Como tituló Roger Senserich un
artículo en Jot Down, “Ser Pobre es una mierda”. La verdadera exposición
a la pobreza es algo que desdibuja toda la concepción anterior que uno tiene
sobre las cosas; la duda entra con mucha fuerza cuando ves determinadas vidas
de otros: no te quedan palabras y solo queda respirar. La sensación de haber
sido una especie de voyeur en determinados momentos de mi viaje no me ha
abandonado aún. Incluso este mismo texto podría verse como una intencionada banalización
de un tema de un sujeto que busca venderse. Donde las francesas han hecho una
foto en blanco y negro yo podría estar haciendo un reportaje ficcional con el
mismo valor moral.
Antes de llegar a la India estuve
en Kuala Lumpur y contemplé escenas que me impresionaron. En la primera semana
en Greater Noida, sin embargo, a pesar de estar en un lugar terriblemente
atrasado y de sorprenderme con casi todo, recuerdo tener la impresión de pensar
que aquello no estaba tan mal. La primera vez que fuimos a Nueva Delhi, Mayank
y toda la tropa India nos llevaron a visitar solo un mercadillo en Connaught
Place y la Indian Gate. Ante
las quejas del grupo occidental, respondían con muchos “easy, easy, you will
see everything” y con archirepetidos “This is the most
interesting stuff man, there is nothing much”. Ayush y, en parte,
Shaurab eran los únicos con los que se podía hablar de algo coherente; el resto
repetía una panoplia de argumentos circulares ante cualquier cosa buscando el
eterno consenso: la droga, las mujeres y la estupidez. Mayank no conocía su
propia ciudad y todo fue un desastre: su único plan era tomar cervezas y decir
“easy”. Tras la primera visita a Dehli el grupo de francesas decidió que
no volverían a ir con los indios y que Daniel, Gangamin y yo éramos su puerta a
la “real India, I wanna see the real India, you know what I mean?”.

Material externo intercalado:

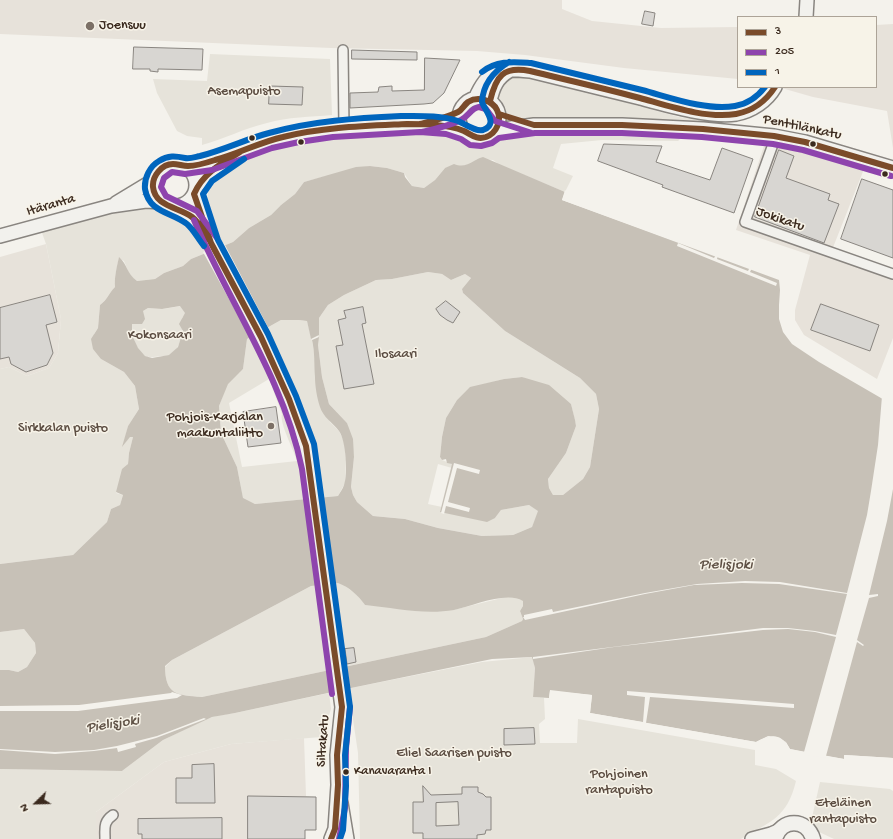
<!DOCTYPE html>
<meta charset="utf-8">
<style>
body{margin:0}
#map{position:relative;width:893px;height:839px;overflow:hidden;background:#f4f2ec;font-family:"Gochi Hand",sans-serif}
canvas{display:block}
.legend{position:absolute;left:737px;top:16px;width:140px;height:72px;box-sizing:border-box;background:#f7f3e8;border:1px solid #aca397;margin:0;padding:5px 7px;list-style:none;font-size:12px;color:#3b2a1e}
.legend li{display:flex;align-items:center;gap:8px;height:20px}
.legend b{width:20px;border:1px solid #aca397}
.north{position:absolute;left:16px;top:783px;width:40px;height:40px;-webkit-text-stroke:3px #f7f3e8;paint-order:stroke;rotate:247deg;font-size:11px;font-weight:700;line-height:16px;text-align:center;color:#3b2a1e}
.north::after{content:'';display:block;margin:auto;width:14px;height:18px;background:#3b2a1e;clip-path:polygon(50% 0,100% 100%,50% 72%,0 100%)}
</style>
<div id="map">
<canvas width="893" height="839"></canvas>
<ul class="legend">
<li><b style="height:5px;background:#7a4b2a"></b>3</li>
<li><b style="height:5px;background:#8e44ad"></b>205</li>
<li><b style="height:5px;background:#0065bd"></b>1</li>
</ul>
<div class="north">N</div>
</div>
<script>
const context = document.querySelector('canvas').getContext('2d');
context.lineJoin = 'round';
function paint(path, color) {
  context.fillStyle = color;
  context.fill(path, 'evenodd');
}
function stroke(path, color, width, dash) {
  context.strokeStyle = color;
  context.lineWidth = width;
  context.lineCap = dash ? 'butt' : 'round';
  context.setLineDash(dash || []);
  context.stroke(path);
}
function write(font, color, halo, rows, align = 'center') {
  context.font = font + ' "Gochi Hand",sans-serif';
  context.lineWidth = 3;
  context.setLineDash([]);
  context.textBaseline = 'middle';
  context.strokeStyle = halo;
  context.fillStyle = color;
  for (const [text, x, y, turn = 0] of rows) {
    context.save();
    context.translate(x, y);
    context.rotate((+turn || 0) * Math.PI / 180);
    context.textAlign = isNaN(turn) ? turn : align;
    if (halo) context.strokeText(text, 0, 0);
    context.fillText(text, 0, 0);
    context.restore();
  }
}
paint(new Path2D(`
 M 0,0 L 562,0 L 562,9 L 592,21 L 661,28 L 738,27 L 738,79 L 624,68 L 525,55 L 477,51 L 331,48 L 0,34 Z
 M 893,24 L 893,148 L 887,111 L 813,97 L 778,87 L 876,87 L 876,25 Z
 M 765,143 L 791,146 L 864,169 L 832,250 L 893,271 L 893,338 L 877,379 L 804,335 L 795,320 L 795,310 L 810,255 L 736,230 Z
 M 46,244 L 61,319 L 58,353 L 49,368 L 27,376 L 9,367 L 0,369 L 0,257 Z
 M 304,738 L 306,796 L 316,797 L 316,830 L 305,830 L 305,839 L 96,839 L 96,812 L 164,762 L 231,744 Z`), '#e7e2da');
paint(new Path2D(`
 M 210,54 L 330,59 L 332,115 C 311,117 288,117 267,123 C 245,128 224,139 202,145 L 202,138 L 187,136 L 177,131 L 157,93 L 153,79 L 207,81 Z
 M 515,75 L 530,76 L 679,117 L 700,120 L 678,141 L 602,140 L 561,144 L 553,168 L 573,176 L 565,192 L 500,165 L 493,160 L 477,159 C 468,168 457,166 445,168 L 435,180 L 424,188 L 412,186 L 404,173 L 387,168 L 370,166 L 319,178 L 304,182 L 295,194 L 281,205 L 271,215 L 249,228 L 233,242 L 191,259 L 183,266 L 164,273 L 155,279 L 137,281 L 130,276 L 124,261 L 119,258 C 117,267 114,278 115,287 C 108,294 108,299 100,305 L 98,328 L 94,334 L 101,359 L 124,372 L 135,386 L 139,409 L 128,426 L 123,446 L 130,436 L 133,437 L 129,453 L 128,464 L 116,493 L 123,495 L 120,505 L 111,509 L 107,522 L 73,555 L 0,564 L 0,369 L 9,367 L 27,376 L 49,368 L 58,353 L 61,319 L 46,244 L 41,230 L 80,220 L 150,205 L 179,216 L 207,199 L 211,173 L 242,154 L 298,136 L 420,128 L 465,134 L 472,139 L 485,139 L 498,131 L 501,114 L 493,99 L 499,85 Z
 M 428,272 L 442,274 L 451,280 L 465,274 L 471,278 L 462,289 L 463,293 L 505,331 L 580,378 L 596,394 L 599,409 L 590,467 L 583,479 L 563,495 L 553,495 L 549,488 L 548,479 L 566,453 L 576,426 L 571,404 L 522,377 L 504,379 L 470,388 L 457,400 L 446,418 L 442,437 L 440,457 L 442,460 L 452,464 L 452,468 L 438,464 L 428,504 L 442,507 L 440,512 L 495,518 L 501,510 L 529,505 L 539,511 L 532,527 L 513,535 L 482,536 L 438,528 L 405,519 L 373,516 L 357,502 L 353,495 L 351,487 L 354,457 L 347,423 L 329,404 L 322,377 L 318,345 L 319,318 L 328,305 L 344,295 L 376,280 L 392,279 Z
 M 181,306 L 186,313 L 182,318 C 183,330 182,348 170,355 C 167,356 163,356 160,356 C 155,357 149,358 145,356 C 135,350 132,334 132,324 L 142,324 L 143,311 L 148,308 L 163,309 Z
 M 281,320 L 299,320 L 307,321 L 313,345 L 315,361 L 315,377 L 330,422 L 339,431 L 344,441 L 346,459 L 345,483 L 338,496 L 255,504 L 243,499 L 237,467 L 221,433 L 219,406 L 227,384 L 243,369 L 247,339 ZM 269,379 L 282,414 C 279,423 294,450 297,461 L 242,467 L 229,403 Z
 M 337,580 L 360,597 L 365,605 L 453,610 L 506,597 L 518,598 L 523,600 L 523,606 L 520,611 L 523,619 L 522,621 L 486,637 L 202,697 C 177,695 165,695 165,667 L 172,660 L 311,586 Z
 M 24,629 L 35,643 L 36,653 L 27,667 L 18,672 L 9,670 L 0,670 L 0,632 Z
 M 533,657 L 535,668 L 533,697 L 544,698 L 545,719 L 539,724 L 540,743 L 577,743 L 578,719 L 755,750 L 755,765 L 776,769 L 796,781 C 787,818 771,821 741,839 L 360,839 L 358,753 L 351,706 L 351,688 L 482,662 Z
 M 329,693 L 331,709 L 322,737 L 231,744 L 164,762 L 96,812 L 96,839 L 0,839 L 0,769 L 122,771 L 163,740 L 206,719 L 219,715 L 235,713 Z
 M 820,782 L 890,789 L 893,791 L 893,839 L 834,839 L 817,831 L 811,822 Z`), '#e6e3da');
paint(new Path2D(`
 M 483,157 L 565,192 L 562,200 L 779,280 L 780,290 L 779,305 L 779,319 L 783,332 L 792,344 L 819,362 L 893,405 L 893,758 L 845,755 L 844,759 L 790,749 C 781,733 771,734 756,742 L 590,713 L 592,695 L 550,691 L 549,698 L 533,697 L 535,668 L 532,657 L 492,659 L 351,688 L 235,713 L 212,717 L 163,740 L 122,771 L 0,769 L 0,670 L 9,670 L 18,672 L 27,667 L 36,653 L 35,643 L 24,629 L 0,632 L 0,564 L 73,555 L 107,522 L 111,509 L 120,505 L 123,495 L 116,492 L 122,469 L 128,464 L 129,453 L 133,437 L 130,437 L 122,447 L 128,426 L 139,409 L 135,386 L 124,372 L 101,359 L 93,349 L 91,339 L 98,328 L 100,305 C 108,299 108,294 115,287 C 114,278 117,266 119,257 C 128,265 126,273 137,281 L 155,279 L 164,273 L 183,266 L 191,259 L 233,242 L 249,228 L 271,215 L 281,205 L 295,194 L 304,182 L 356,167 L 370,166 L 387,168 L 404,173 L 405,177 L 412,186 L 424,188 L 435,180 L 445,168 L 454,164 C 467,169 472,160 483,157 ZM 428,272 L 442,274 L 451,280 L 465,274 L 471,278 L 462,289 L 463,293 L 505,331 L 580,378 L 596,394 L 599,409 L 590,467 L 583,479 L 563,495 L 553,495 L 549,488 L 548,479 L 566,453 L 576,426 L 575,420 L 571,404 L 549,385 L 522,377 L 504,379 L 470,387 L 457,400 L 446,418 L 442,437 L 440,457 L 442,460 L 446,459 L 447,463 L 452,464 L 440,512 L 487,522 L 495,518 L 501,510 L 529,505 L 538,511 L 532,527 L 513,535 L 482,536 L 438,528 L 405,519 L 373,516 L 357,502 L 353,495 L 351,487 L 354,457 L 353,439 L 347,423 L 329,404 L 322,377 L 318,345 L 319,337 L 312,340 C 315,353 314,364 315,377 C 315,386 317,398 320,407 C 323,417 333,423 339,431 C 346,440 348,475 344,485 C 343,489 340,492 338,496 L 255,504 L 243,498 L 237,467 L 221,433 L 219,406 L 228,384 L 243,369 L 247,339 L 281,320 L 299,320 L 307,321 L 311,339 L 319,335 L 319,318 L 328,305 L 344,295 L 376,280 L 392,279 ZM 180,306 L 185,313 L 179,324 L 183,331 L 178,347 L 169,355 L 152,358 L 145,356 L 138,348 L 132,335 L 132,324 L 142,324 L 145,319 L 143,311 L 148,308 L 162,309 ZM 338,583 C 349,587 359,596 365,605 C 395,608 424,615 454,610 C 473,606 506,591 523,601 L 523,606 L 520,611 L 523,619 L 522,621 L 486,637 L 202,697 C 177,695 165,695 165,666 L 172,660 L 311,586 Z`), '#c7c1b7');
paint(new Path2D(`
 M 565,190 L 567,192 L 564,199 L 675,240 L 675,241 L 562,200 Z
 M 224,243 L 269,329 L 251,339 L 203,252 Z
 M 678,243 L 714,258 L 716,255 L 718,255 L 717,259 L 748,271 L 750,267 L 752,268 L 750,272 L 777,283 L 776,286 L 677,246 Z
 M 882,396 L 893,402 L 893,489 L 887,521 L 869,595 L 878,594 L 878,596 L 869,598 L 857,640 L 864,645 L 863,646 L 857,642 L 826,756 L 844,759 L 844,755 L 893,758 L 893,760 L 846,757 L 846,760 L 844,761 L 826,757 L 826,758 L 812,756 L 789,750 L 785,742 L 777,738 L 769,737 L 756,743 L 589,714 L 590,697 L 552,693 L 551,698 L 549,698 L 550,690 L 592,695 L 590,713 L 643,722 L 645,697 L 627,695 L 627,691 L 794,704 L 794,708 L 650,697 L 646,723 L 756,742 L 768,736 L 777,737 L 786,742 L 790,749 L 804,752 L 836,637 L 815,632 L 788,629 L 763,630 L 614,647 L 533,659 L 533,657 L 763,628 L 788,628 L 815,631 L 836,635 L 847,594 L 779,584 L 742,583 L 694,585 L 645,594 L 525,620 L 523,617 L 524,617 L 524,615 L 552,609 L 553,612 L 645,593 L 697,584 L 745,581 L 780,582 L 847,593 L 867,515 L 871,491 L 878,445 Z
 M 454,463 L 480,470 L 479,474 L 457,468 L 448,502 L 470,508 L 469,512 L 446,506 L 444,514 L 441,513 Z
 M 323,495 L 334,585 L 316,587 L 304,496 Z
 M 347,665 L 350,690 L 331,694 L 327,668 Z
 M 172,692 L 182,695 L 177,698 L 78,711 L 0,711 L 0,706 L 79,705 L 171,693 Z
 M 204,718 L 206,719 L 156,738 L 135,744 L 136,747 L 118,752 L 117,748 L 94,751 L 55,754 L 0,750 L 0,749 L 55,752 L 94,750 L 117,746 L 157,736 Z`), '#f4f2ec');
const building = new Path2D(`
 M 645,11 L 655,13 L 653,26 L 642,24 Z
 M 134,47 L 203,49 L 202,70 L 158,69 L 158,72 L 150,71 L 150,69 L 133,69 Z
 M 352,50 L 417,52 L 417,60 L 352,59 Z
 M 425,58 L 460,60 L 444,93 L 433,103 L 424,104 L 350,108 L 350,93 L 378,92 L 379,87 L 392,86 L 392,91 L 424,90 Z
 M 270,86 L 303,87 L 302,105 L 269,104 Z
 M 604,144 L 662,146 L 656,162 L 710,180 L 722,148 L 753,159 L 734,213 L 662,187 L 663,185 L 598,161 Z
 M 779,150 L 794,156 L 786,178 L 830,194 L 828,200 L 839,204 L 824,243 L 755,217 Z
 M 862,179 L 893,190 L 893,258 L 841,239 Z
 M 50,295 L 57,322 L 46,325 L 53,353 L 47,365 L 26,372 L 11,364 L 9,357 L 0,359 L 0,308 Z
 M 446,301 L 460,312 L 453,323 L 447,320 L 440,315 L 436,309 Z
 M 821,304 L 879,325 L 870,351 L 811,330 Z
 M 363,307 L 366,323 L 362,324 L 374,384 L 344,389 L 336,346 L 343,345 L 338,320 L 346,318 L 344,311 Z
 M 276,407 L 281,443 L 248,447 L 243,412 Z
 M 354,648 L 356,662 L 347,664 L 345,649 Z
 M 534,728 L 535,744 L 504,745 L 504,729 Z
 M 214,764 L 215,803 L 176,803 L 176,778 L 192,778 L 192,765 Z
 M 423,786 L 431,795 L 462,794 L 462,787 L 478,787 L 478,792 L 483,794 L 486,797 L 491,797 L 491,830 L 486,830 L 485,834 L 477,835 L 477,839 L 423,839 L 423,833 L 413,833 L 413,802 L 423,802 ZM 458,802 L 459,825 L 436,826 L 436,803 Z
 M 248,796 L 316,797 L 316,830 L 305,830 L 305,839 L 248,839 Z
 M 222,818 L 222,839 L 142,839 L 142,834 L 138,834 L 138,819 Z`);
paint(building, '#d8d6d2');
stroke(building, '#898580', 1);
const street = new Path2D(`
 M 343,50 L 344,128
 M 774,136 L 772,147 L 745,222 L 893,274
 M 105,839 C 105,828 103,822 113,815`);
const secondary = new Path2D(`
 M 806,17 L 807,0
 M459 118a20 20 0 1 1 40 0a20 20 0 1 1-40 0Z
 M 475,99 C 488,68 499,68 530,71 C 567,80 604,89 640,98 C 666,105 711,118 736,114 C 752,111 767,101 775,87
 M 490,101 C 493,87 497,78 509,71
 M 496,130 L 534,125 L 622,125 L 703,129 L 774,136 L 805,142 L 893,168
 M154 185a21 21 0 1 1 42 0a21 21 0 1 1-42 0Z
 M 185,166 L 210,162 L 240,152 L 270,140 L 298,134 L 332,129 L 420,124 L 448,126 L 465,132
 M 196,187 L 213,169 L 227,160
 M 194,194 L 211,243 L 261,337 L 289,399 L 299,424 L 306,446 L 313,495 L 342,707 L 337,755 L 338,785 L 335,829 L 331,839
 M 116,203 L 154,180
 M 173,207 L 192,217 L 202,230
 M 0,236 L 111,206 L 146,201 L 161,202
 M 341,803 L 347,839
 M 752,839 L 771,834 L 778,831`);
const primary = new Path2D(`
 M 775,839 C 781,818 807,818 813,839`);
stroke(street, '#898580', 12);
stroke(secondary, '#898580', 16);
stroke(primary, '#898580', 17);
stroke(street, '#f2f1ed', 9);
stroke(secondary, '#f2f1ed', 13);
stroke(primary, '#f2f1ed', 14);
stroke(new Path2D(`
 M 490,101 C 496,76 503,66 530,71 C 567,80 603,88 640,98 C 669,106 706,119 736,114 C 752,111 766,101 775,87
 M 499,114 L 534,125 L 622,125 L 703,129 L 774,136 L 805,142 L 893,168
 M 240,152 C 222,163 203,173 194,194 L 211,243 L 261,337 L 289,399 L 306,446 L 342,707 L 337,755 L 338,785 L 335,829 L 331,839
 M 210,241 C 204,233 200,223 192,217 C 179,207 155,207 153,187 C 152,176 162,164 173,164 C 178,164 183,166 188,166 C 197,166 206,163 215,160 C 238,154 260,142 283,137 C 324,127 366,126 407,124 C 426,124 446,124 464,131 C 472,135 477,140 486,137 C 497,133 502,120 497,110 C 492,100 478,96 468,102 C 464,105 462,110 458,112 C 446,118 432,121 420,124`), '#7a4b2a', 6);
stroke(new Path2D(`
 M 422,132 C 435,129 449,126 461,120 C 469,116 471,108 479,107 L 486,109 L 495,121 L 532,133
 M 194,220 C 229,303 284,379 302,469 L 332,694
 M 217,238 L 197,211 L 166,196 L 161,187 L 164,178 L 172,172 L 185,174 L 212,170 L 272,148 L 299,142 L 333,137 L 420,132 L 446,134 L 461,139 L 470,145 L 481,146 L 492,143 L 499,138 L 535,133 L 622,133 L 702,137 L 773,144 L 803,150 L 891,176
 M 339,839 L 345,808 L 346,748 L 350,707`), '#8e44ad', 6);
stroke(new Path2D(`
 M 482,72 C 497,60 514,62 531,63 C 568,72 605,81 642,90 C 669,97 706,111 735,106 C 747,104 758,96 765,87
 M 244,159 L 212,181 L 203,194 L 218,240 L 268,334 L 296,396 L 314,444 L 350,707 L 345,755 L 346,786 L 343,830 L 340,839
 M 204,246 C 198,239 194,230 187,224 C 172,212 149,213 145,189 C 144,178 150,166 159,161 C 168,155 176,156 185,158 C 190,159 195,157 200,156 C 224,150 246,139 269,133 C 312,121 357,118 401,116 C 420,116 440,115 458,121 C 465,124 476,132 483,130 C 499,124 485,111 482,102 C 483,84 494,71 509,62`), '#0065bd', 6);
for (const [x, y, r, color] of [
 [90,26,5,"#7c7066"],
 [252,138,3.5,"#3b2a1e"],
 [301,142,3.5,"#3b2a1e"],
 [813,144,3.5,"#3b2a1e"],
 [885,174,3.5,"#3b2a1e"],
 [271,426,4,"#7c7066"],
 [346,772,3.5,"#3b2a1e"]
]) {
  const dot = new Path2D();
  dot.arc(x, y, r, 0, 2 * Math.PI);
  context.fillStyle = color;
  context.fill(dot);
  stroke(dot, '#f7f3e8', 1.5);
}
write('13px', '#3b2a1e', '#f7f3e8', [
 ["Kanavaranta I",354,772]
], 'left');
write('14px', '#3b2a1e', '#f7f3e8', [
 ["Joensuu",99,26],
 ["Pohjois-Karjalan",263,418,"right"],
 ["maakuntaliitto",263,434,"right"]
], 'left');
write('14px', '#5b4c41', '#f7f3e8', [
 ["Asemapuisto",244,92],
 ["Kokonsaari",160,336],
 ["Ilosaari",396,355],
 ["Sirkkalan puisto",63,429],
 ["Eliel Saarisen puisto",454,754],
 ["Pohjoinen",619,775],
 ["rantapuisto",619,791],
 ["Eteläinen",843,804],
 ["rantapuisto",843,820]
]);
write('14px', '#3b2a1e', '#f7f3e8', [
 ["Penttilänkatu",802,128,12],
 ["Itäranta",51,206,-16],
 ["Jokikatu",780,220,19],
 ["Siltakatu",324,741,-86]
]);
write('italic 15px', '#5f5145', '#f7f3e8', [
 ["Pielisjoki",726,566],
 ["Pielisjoki",113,725,-9]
]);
</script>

En BIMTECH éramos un grupo de lo
más normal. Las francesas básicamente hicieron durante todo el viaje lo que se
esperaba de ellas y ninguna salió de su papel; a cada nueva foto de Elena le
correspondía una sonrisita de Anathilde y a cada chovinista “In France” de
Melanie una nueva pose de Marthe. Las susodichas francesas se habían empeñado
con que el fornido Daniel podía protegerlas y con que querían viajar con
nosotros. Gangamin ejercía de simpático anfitrión y yo oficiaba con mi pazguato
francés buscando lo obvio: las francesas estaban buenísimas. En un intercambio
que resultó desastroso, les ofrecimos implícitamente nuestra protección y
conocimiento a cambio de que vinieran con nosotros: nuestra unión duró un fin
de semana. He aquí parte del por qué.
Después de la primera semana de
clase volvimos a Delhi, esta vez sin indios que nos guiasen. La primera noche
salimos a la discoteca “Social” y conocimos a un suizo y a un afgano-americano,
ambos muy pagados de sí mismos. El suizo se llamaba Vincenze y en la primera
noche supimos de todos sus fastuosos planes para el futuro: planeaba hacer
aplicaciones para que inmigrantes en Suiza aprendieran inglés, odiaba la
universidad porque él era un emprendedor y no sé cuántas movidas más nos contó
entre cervezas y poses seguras de sí mismas. Del otro bastará decir que
pretendía abrir una cadena de producción en China de ropa hecha con cáñamo, una
fibra que proviene del cannabis. Él, según él, tenía la habilidad de predecir
él futuro: si algo sabía hacer él era ver la oportunidad de él negocio que solo
él podía ver. Con semejantes genios acompañamos al día siguiente a las
francesas al Red Fort. Muchos indios se nos acercaban pidiéndonos fotos. El Red
Fort es espectacular y blablablá: cómo dijo Gangamin lo único que les
interesaba era ver un poco la “arquitecure man” y hacerse unas pocas fotos. El
palo selfie de la impoluta rubia Audrey cumplió mejor que cualquier guía local
el conocimiento que se requería del lugar. Atención al palo que tiene su cosa.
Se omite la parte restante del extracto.